- **Material provided**
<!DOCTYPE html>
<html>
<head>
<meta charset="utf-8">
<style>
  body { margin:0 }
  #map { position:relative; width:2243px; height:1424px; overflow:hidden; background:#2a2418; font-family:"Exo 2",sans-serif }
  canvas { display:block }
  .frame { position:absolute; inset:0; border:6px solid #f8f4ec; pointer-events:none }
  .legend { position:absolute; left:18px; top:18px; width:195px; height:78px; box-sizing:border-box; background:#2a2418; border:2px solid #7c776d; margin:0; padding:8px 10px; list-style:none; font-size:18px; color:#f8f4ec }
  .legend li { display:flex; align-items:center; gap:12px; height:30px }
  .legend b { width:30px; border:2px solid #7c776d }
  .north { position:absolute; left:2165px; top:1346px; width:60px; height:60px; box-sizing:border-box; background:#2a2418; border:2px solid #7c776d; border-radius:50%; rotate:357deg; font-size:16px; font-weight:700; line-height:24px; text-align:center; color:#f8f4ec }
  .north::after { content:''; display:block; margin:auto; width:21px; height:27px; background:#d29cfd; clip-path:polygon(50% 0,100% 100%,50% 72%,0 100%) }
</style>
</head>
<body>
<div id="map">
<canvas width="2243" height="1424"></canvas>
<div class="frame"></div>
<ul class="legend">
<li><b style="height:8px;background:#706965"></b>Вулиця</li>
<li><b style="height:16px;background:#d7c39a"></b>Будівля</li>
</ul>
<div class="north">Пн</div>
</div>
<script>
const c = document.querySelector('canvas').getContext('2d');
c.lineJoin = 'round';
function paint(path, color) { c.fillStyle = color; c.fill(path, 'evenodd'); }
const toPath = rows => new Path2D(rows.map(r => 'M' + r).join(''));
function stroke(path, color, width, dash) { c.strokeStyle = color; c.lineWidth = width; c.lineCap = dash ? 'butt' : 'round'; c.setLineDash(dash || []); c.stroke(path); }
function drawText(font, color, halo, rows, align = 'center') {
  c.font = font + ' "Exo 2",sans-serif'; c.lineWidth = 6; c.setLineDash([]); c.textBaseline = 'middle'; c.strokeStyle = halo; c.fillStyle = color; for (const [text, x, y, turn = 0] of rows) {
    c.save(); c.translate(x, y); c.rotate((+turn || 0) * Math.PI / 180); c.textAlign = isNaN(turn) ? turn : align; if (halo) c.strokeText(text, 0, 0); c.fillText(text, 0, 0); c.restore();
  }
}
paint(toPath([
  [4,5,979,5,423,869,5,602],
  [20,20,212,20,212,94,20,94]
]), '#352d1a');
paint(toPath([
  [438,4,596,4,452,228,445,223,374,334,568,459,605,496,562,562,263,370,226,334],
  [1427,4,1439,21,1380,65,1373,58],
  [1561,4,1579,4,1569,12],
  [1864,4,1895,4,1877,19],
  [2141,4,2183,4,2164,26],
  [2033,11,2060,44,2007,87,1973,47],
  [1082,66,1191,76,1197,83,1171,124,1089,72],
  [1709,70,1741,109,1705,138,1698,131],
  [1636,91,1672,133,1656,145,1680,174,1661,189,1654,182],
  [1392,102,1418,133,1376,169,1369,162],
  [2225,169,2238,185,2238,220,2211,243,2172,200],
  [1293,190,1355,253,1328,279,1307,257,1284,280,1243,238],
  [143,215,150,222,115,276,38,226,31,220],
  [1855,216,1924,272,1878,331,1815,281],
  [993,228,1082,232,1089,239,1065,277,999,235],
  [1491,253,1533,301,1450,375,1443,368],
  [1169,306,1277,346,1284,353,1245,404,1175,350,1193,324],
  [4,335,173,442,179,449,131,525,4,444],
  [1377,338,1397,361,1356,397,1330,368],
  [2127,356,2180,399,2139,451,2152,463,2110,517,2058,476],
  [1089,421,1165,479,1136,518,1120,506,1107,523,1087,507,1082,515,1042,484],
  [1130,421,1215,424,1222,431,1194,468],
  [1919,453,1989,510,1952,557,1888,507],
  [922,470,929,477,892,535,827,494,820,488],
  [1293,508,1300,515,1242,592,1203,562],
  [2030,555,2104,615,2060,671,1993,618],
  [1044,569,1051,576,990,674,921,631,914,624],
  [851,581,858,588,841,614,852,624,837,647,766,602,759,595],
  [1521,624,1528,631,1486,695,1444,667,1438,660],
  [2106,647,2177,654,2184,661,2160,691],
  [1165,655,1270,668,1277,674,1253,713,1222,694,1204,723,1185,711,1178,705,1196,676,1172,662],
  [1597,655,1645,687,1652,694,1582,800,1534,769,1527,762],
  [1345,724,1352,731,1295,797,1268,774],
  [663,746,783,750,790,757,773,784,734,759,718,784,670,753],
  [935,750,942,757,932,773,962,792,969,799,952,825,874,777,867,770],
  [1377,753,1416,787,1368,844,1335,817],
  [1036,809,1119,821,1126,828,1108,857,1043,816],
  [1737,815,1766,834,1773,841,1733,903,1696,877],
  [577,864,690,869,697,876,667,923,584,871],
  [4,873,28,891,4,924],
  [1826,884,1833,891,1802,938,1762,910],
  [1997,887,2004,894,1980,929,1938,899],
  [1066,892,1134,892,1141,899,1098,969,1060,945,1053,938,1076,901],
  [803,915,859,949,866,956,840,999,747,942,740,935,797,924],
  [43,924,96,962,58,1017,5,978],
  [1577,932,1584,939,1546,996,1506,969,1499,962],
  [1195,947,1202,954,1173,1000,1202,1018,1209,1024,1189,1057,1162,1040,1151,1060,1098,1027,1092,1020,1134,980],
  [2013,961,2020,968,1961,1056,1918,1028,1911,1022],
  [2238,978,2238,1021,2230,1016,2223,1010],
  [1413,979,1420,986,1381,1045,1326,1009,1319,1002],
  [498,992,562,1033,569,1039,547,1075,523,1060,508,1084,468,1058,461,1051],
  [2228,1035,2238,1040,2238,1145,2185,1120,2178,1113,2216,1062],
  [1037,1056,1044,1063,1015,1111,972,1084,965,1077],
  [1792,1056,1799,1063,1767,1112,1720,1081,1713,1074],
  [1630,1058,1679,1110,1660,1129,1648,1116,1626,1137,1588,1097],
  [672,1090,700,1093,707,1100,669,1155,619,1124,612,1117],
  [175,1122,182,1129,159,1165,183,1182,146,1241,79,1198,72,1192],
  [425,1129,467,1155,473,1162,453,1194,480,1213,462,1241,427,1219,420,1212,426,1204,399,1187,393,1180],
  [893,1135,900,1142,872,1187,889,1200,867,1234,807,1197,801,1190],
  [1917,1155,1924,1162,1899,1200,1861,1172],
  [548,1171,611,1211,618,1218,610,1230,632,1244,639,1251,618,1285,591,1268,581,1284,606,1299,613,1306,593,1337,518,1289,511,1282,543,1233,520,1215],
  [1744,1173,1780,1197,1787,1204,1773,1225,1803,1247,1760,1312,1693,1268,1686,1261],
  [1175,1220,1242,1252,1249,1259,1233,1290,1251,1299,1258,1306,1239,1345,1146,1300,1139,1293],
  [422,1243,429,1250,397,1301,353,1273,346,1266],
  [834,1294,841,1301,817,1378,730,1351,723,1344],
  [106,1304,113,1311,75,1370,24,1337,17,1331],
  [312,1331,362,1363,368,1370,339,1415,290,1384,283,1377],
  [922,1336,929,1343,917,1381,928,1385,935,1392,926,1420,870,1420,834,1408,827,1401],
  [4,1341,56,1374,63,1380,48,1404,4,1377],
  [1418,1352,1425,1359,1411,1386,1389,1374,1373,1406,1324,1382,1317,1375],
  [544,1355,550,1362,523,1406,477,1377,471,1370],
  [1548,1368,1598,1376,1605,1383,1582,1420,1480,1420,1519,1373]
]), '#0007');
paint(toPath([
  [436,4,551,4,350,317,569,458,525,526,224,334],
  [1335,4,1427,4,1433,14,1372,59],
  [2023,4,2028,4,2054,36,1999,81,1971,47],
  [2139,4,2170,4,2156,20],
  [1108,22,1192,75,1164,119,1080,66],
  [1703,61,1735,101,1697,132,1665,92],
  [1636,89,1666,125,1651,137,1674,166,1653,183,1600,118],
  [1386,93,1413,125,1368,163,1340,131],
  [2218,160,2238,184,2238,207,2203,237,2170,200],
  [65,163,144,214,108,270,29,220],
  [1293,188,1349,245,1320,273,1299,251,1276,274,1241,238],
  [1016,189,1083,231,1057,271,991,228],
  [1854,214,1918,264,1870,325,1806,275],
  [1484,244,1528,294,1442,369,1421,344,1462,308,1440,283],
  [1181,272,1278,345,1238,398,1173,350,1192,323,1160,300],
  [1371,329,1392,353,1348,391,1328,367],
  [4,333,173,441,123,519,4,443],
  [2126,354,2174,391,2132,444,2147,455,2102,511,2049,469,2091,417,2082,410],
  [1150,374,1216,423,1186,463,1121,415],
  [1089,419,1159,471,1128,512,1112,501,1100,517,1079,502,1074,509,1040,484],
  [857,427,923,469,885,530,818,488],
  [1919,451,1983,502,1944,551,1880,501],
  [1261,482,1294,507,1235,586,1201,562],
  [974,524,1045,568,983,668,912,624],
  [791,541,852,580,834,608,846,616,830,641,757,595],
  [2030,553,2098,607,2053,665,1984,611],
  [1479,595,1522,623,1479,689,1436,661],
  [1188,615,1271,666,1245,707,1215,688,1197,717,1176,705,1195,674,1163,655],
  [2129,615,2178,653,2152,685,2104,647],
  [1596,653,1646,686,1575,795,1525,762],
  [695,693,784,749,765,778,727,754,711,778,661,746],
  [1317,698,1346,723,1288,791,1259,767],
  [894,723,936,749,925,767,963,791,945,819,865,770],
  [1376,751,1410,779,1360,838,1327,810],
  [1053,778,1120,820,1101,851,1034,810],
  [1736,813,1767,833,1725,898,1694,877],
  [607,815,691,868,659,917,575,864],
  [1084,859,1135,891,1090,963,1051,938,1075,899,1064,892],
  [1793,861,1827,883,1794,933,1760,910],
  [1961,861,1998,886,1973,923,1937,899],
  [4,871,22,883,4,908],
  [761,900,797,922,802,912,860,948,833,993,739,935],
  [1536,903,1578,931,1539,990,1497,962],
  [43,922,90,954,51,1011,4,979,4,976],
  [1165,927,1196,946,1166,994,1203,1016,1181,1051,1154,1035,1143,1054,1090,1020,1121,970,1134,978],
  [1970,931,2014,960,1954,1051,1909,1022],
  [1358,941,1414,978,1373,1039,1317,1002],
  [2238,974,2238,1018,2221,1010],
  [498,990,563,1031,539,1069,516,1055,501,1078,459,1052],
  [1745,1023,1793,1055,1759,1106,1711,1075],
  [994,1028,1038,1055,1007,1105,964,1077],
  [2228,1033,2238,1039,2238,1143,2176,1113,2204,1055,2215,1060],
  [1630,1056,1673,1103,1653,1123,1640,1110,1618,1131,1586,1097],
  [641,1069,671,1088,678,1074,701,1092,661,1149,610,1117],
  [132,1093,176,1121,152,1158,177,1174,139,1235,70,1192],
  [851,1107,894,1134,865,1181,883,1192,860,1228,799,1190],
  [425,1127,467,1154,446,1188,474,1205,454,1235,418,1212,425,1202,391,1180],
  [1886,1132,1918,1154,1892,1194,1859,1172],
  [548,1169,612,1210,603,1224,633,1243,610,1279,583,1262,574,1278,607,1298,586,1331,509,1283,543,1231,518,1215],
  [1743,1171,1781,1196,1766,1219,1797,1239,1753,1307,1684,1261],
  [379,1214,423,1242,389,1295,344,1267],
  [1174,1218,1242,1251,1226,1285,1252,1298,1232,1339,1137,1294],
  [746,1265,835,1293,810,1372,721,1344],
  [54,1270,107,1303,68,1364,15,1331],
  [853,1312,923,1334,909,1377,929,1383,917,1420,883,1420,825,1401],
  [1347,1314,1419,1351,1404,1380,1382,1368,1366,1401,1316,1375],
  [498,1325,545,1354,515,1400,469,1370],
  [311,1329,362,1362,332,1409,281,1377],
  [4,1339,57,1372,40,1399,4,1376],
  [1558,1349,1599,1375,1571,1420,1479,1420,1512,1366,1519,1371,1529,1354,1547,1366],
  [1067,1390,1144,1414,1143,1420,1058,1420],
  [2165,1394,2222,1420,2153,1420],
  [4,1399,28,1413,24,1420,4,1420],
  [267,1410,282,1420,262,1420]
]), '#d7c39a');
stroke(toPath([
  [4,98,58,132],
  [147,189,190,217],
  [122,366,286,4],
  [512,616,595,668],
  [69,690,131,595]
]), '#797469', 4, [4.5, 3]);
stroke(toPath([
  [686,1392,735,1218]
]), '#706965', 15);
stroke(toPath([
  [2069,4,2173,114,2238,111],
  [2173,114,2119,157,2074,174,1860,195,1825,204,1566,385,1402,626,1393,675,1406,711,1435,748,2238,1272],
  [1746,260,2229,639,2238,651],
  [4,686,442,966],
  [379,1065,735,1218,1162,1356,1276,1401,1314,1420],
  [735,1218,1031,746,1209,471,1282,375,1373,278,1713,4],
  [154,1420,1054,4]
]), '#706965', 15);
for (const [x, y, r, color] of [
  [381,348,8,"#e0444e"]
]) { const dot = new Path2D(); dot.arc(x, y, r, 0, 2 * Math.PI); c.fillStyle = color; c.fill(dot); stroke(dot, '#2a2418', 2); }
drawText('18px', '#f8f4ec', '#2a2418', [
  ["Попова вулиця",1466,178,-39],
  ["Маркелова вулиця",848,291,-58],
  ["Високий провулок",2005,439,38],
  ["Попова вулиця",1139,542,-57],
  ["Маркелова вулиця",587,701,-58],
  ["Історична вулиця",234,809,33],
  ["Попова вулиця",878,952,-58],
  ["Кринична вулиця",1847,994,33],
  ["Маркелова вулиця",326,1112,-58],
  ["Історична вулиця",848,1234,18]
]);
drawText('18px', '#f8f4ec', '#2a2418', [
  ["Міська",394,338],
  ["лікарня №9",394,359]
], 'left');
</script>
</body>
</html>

- **What this task involves**
Find every line in the records that contains the word "block"; copy those lines.

- **Output of the task**
  canvas { display:block }
  .north::after { content:''; display:block; margin:auto; width:21px; height:27px; background:#d29cfd; clip-path:polygon(50% 0,100% 100%,50% 72%,0 100%) }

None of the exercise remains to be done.